Given the possibility that millions of coroutines are possible, it would be nice allocate smaller sized stacks if it is known that the stack won't exceed a certain size. For example, if the call stack within the coroutine is reasonably flat - i.e. it only travels through libdill and dsock in it's processing. Some analysis would need to be done here, but I would assume this is reasonable and thus stacks could be as small as 1024 bytes.

This alone would be useful and my implementation is around 90% there for supporting this. Passing (dstkfixed | dstkhuge | dstkmmap) would give you a fixed sized allocated coroutine using a

Segmented stack support (controversial)

The Problem

The ideal situation is:

Coroutines can be made arbitrarily tiny (almost zero overhead!).
Coroutines have some stack protection (e.g. page guards).
Coroutines have very little allocation/deallocation overhead.
Coroutines have no limits except memory limits.

What we currently have is;

Coroutines can be made small - down to roughly a single page size of resident memory (4k or 8k).
Coroutines can have stack protection with mprotect but will exhaust OS limits unless they are changed. However, this increases allocation overhead as well.
Without stack protection, there is very little allocation/deallocation overhead.

Segmented stacks have problems. There's no denying that. But segmented stacks also have solutions.

Quick Primer

Stacks are usually big contiguous blocks of memory pre-allocated up front. This means they're fixed and overflowing can be easily triggered. Segmented stacks are non-contiguous. A small stack is initially allocated and when an overflow is detected, another block is then allocated.

The original gcc -fsplit-stack design was presented was presented here.

The Problems Go and Rust have found

The hot-split problem or stack-thrashing performance problem

Imagine a function call happening when the stack is almost full. The call will force the stack to grow and a new segment will be allocated. When that function returns, the segment will be freed and the stack will shrink again. Reference

Code without segmented stack support requires a large stack to be allocated. This defeats the purpose of segmented stacks. Reference

Rust has stricter memory rules, and I think they found issues with segmented stacks preventing them optimising memory usage.
And how we can handle them

In Rust and Go, it's assumed that any function can be a coroutine and can call any other function and can be interrupted at any time. This makes segmented stacks problematic.
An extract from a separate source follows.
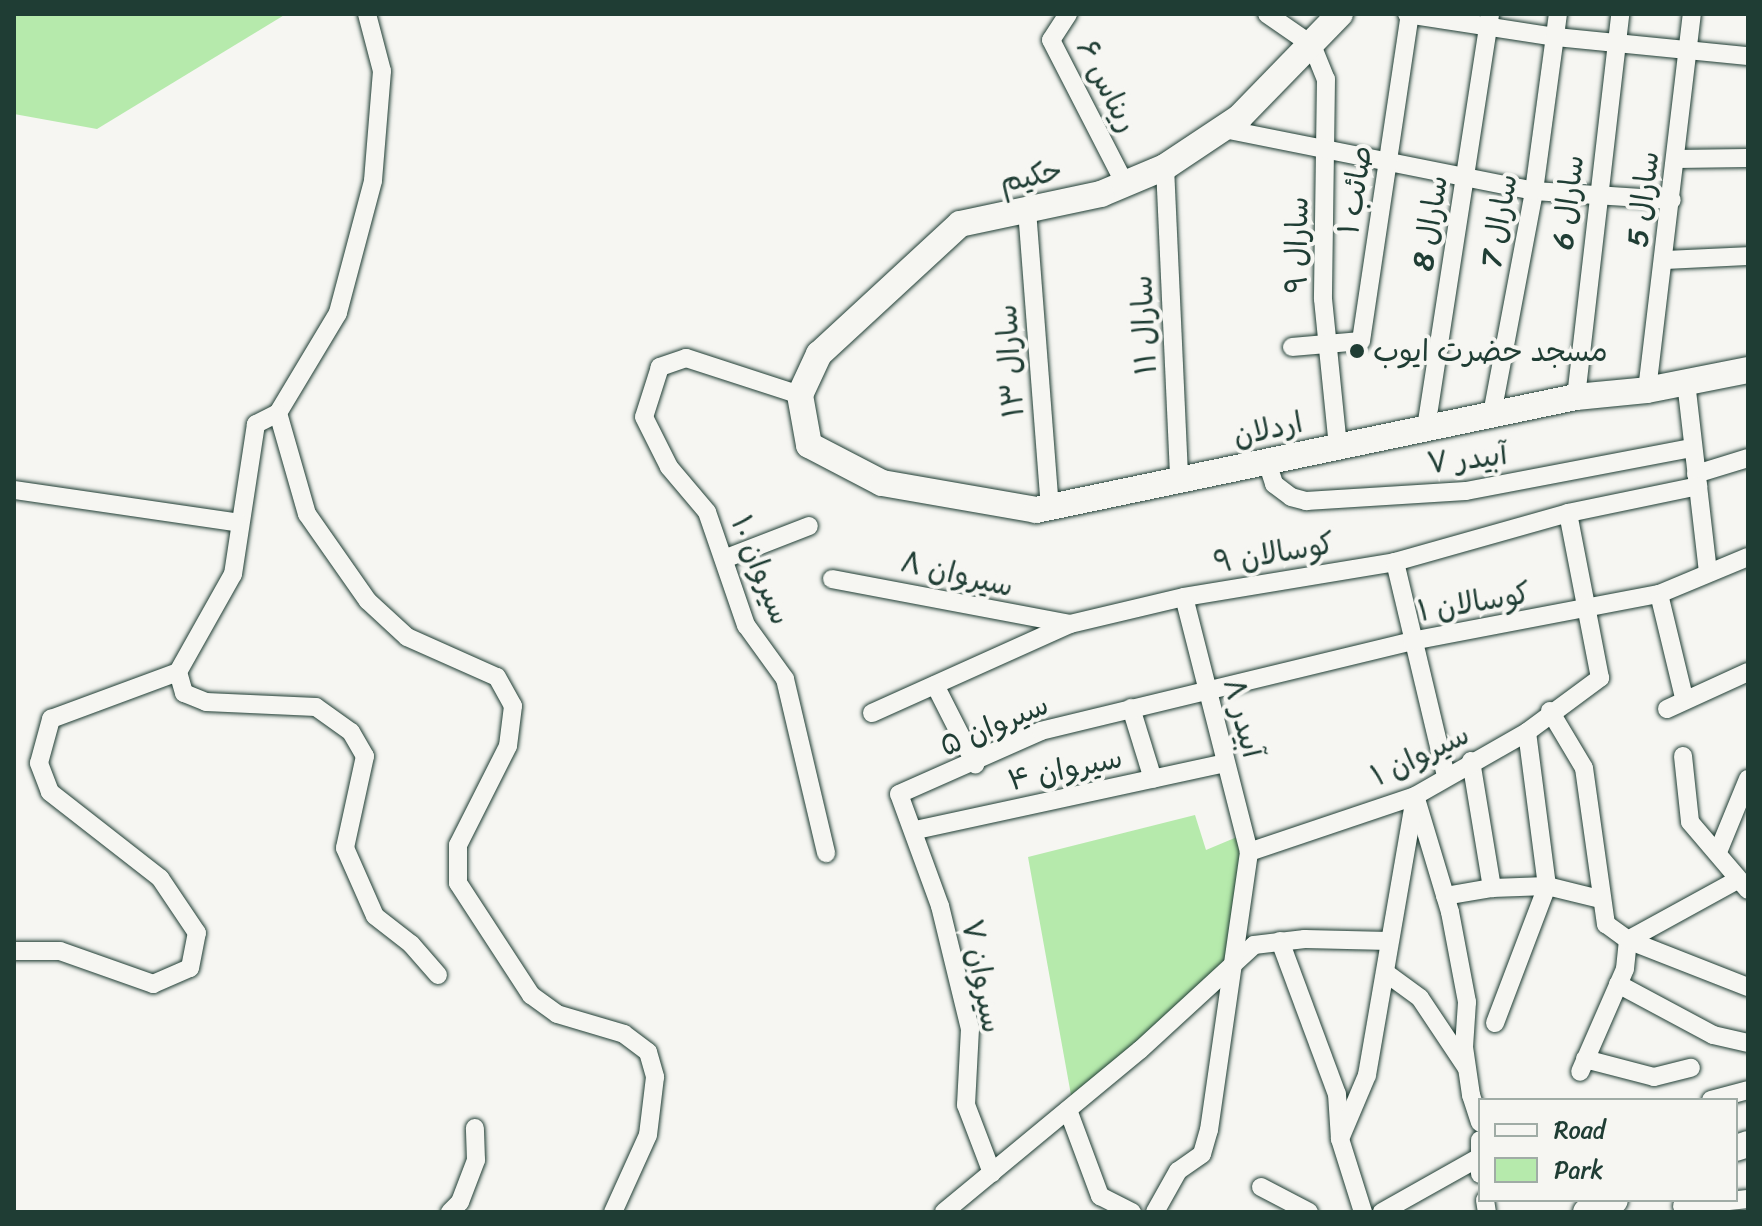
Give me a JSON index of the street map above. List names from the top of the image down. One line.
{"streets":{"street":["ریناس ۶","حکیم","صائب ۱","سارال 5","سارال 6","سارال 7","سارال 8","سارال ۹","سارال ۱۱","سارال ۱۳","اردلان","آبیدر ۷","کوسالان ۹","سیروان ۱۰","سیروان ۸","کوسالان ۱","آبیدر ۸","سیروان ۵","سیروان ۱","سیروان ۴","سیروان ۷"]},"crossings":[["ریناس ۶","حکیم"],["حکیم","سارال ۹"],["حکیم","سارال ۱۱"],["حکیم","سارال ۱۳"],["حکیم","اردلان"],["حکیم","سیروان ۱۰"],["صائب ۱","سارال ۹"],["سارال 5","اردلان"],["سارال 6","اردلان"],["سارال 7","اردلان"],["سارال 8","اردلان"],["سارال ۹","اردلان"],["سارال ۱۱","اردلان"],["سارال ۱۳","اردلان"],["اردلان","آبیدر ۷"],["اردلان","سیروان ۱۰"],["کوسالان ۹","سیروان ۸"],["کوسالان ۹","آبیدر ۸"],["کوسالان ۱","آبیدر ۸"],["کوسالان ۱","سیروان ۵"],["کوسالان ۱","سیروان ۱"],["آبیدر ۸","سیروان ۵"],["آبیدر ۸","سیروان ۱"],["آبیدر ۸","سیروان ۴"],["سیروان ۵","سیروان ۷"],["سیروان ۴","سیروان ۷"]],"places":["مسجد حضرت ایوب"],"legend":["Road","Park"]}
However, in libdill, we can make a very important assumption that when calling a function that does not use stack splitting support, we don't have context switch nor callbacks (unless you have some code that links with libdill that calls the scheduler) which would have a lifetime that extends after a libdill context switch. This fact means we can make coroutines split their stack any time to a single/global scratch buffer/stack. This scratch buffer/stack could actually be the application stack as it would not be used at that time.

Implementation Issues

Using -fsplit-stack

Both GCC >4.6 and LLVM > 3.4 has segmented stacks implemented with -fsplit-stack. However, to get them working, the interface provided by libgcc is woefully painful to use. One could override __morestack and __morestack_allocate_stack_space to support libdill, and it would very likely work pretty well. However, -fsplit-stack is a global flag which applies to all functions compiled in a *.c file. This makes it cumbersome in the sense you have to explicitly mark all other functions as __attribute__((no_split_stack)) and leave the coroutines unmarked, ironically.

There's ways around it, like submitting a patch or creating a plugin for GCC/LLVM to have a flag like -fsplit-stack-explicit but the cost/benefit of developing this approach is currently on the fence.

Recommended solution (stack switching and not stack segmenting!)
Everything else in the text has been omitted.